We missed “create tags” in the list of privileges. I’m inlined to put it at trust level 3, which is where other curation starts happening. Is that too late? For MVP we don’t have tag-management tools (like merge and rename), so it’s probably better to be conservative now and we might drop it a level later. Thoughts?

1 Like

I just checked in DIY SE (the exact reputation numbers for each privilege sometimes vary, but that is good enough) and:

  • Create Tags 300
  • Create Tag Synonyms 2,500
  • Approve Tag Wiki Edits 5,000

So almost anyone can create tags. I’d consider that ~ Trust Level 2. However,

  • I think it is way too easy to create tags in SE, resulting in a lot of near-duplicates and other problems
  • The initial communities will be modeled on SE sites and can therefore start off with a list of tags based on those sites

and so Trust Level 3 seems reasonable for MVP.

3 Likes

Currently, if people can only raise flags at Trust Level 1, that means that users at Level 0 have no way to get moderator attention if they need it on their post. IMO, Level 0 users should be able to raise flags on their own posts (and possibly on the answers / comments to their own post), up to, say, three flags in a two-day period, more if the flags are marked helpful.

The same with comments - they need to be able to comment on answers to their post and respond to comments on their own post.

8 Likes

“Registered” could also be called “Newcomer”, “Freshman” or the like…
“Registered” would create a misleading implication of a rather good reputation…

All these are just “names”. Which (if not already there) should be customizable strings in a database table - customizable per instance and per community. Inside the software they should be just numbers.

1 Like

I’ve actually been wondering if we even need names. I removed the first few in the functional spec (because there was disagreement and I didn’t see the need) and only kept the ones that involved moderation abilities.

2 Likes

I’m going to add “create tags” at trust level 3 for now. Users can always ask for help in creating tags when needed, as happens on SE.

2 Likes

Maybe this should be given to everyone during young community phase.

We do need names. But the names could default to “Trust Level 0”, “Trust Level 1”, etc.

4 Likes

I admit I can never remember the names for Discourse’s trust levels. “Trust Level 1” might be the best kind of name.

I like the proposed trust levels 0-2. I don’t like levels 3-4. Rather than gating a number of different abilities behind achieving milestones in some other different activities, I’d prefer each one be treated separately, with more use resulting in more ability, like leveling up in an RPG.

  • Have 10 new tags be accepted to be allowed to create new tags directly
  • Flag-to-close 100 questions which ended up being closed to be allowed to directly vote to close
  • Suggest 100 accepted edits to be allowed to edit directly
  • After 1000 edits be allowed to mark as a “minor” edit to not bump
  • Suggest 10 posts be protected to be allowed to protect directly
  • Flag 100 answers as NAA which ended up deleted to be allowed to vote to delete answers

When each ability is tied to demonstrated proficiency in a weaker version of that ability we’ll avoid giving people abilities which they haven’t shown any interest in before.

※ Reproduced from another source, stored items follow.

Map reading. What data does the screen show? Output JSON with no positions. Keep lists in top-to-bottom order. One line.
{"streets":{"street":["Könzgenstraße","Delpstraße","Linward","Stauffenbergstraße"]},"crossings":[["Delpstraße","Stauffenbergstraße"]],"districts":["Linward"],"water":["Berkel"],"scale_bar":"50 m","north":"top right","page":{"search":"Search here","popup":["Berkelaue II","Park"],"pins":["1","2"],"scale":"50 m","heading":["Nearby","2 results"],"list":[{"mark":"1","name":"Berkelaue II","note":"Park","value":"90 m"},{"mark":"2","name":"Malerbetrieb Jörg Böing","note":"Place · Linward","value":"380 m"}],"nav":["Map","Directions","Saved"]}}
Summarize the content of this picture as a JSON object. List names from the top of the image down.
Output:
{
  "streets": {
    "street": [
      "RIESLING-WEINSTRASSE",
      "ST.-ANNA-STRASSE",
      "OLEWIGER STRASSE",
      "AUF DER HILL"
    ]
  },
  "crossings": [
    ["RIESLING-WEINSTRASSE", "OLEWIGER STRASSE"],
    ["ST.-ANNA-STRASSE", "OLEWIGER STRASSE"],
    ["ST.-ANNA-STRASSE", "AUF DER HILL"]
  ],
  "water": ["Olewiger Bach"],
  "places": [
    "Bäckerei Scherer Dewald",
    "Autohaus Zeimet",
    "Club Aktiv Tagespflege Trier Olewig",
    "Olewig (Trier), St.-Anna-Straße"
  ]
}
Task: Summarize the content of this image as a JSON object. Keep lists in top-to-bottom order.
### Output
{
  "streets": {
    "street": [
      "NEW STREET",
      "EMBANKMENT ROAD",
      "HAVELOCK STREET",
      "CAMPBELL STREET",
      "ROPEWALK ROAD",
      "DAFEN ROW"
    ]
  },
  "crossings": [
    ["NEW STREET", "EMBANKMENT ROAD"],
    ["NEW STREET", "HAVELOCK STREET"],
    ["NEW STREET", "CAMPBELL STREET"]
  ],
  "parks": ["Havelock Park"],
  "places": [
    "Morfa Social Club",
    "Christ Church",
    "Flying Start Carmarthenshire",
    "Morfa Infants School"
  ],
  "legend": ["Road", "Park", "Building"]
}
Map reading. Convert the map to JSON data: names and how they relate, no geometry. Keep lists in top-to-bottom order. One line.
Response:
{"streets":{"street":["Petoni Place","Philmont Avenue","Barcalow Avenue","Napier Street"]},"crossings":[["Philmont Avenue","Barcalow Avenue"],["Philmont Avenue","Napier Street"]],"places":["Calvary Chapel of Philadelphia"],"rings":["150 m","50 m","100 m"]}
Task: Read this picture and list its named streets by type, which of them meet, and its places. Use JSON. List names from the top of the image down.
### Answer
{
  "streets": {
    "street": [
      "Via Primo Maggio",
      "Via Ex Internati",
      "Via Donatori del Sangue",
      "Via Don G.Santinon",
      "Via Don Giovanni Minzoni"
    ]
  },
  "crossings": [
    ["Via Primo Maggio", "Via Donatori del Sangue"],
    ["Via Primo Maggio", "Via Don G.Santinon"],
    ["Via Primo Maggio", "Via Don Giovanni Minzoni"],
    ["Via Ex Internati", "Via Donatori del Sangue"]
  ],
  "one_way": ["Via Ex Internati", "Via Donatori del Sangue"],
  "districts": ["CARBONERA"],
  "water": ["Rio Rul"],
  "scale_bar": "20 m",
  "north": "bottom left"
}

Of course if something like this was used, then there’d need to be some tricky maths for success ratios etc. If someone gets up to 100 accepted edits after 2000 rejected ones they shouldn’t get the ability. Maybe there’d be a minimum number of edits as well as a minimum approval rate of 80%. And there should be a time limit on these too - only counting those from the last year maybe?

7 Likes

I know this is a popular idea, and it seems reasonable at first glance. However, think about what qualifications you really want in someone you give a privilege to.

We give people privileges so that they can help maintain the site. One thing SE got right was trying to have the community largely moderate the site, with actual moderators stepping in only as exception handlers. From this point of view, you want as many people as possible being able to step in and help with site operation.

However, you also need to have reasonable confidence these people will use the power properly. Someone has to:

  1. Understand the site norms.
  2. Know what they're doing.
  3. Not be malicious.

The question then becomes how to judge someone against these criteria.

#1 comes from experience. More site activity means greater likelihood of understanding the site norms.

#2 also comes from experience, and can be measured by the number of negative actions (as judged by the rest of the community) relative to their whole. If someone wrote 100 answers and 98% had net positive votes, they seem to know what they are doing. Conversely, someone with 30% negative answer or questions doesn’t seem to understand how the site work, and can’t be trusted (yet).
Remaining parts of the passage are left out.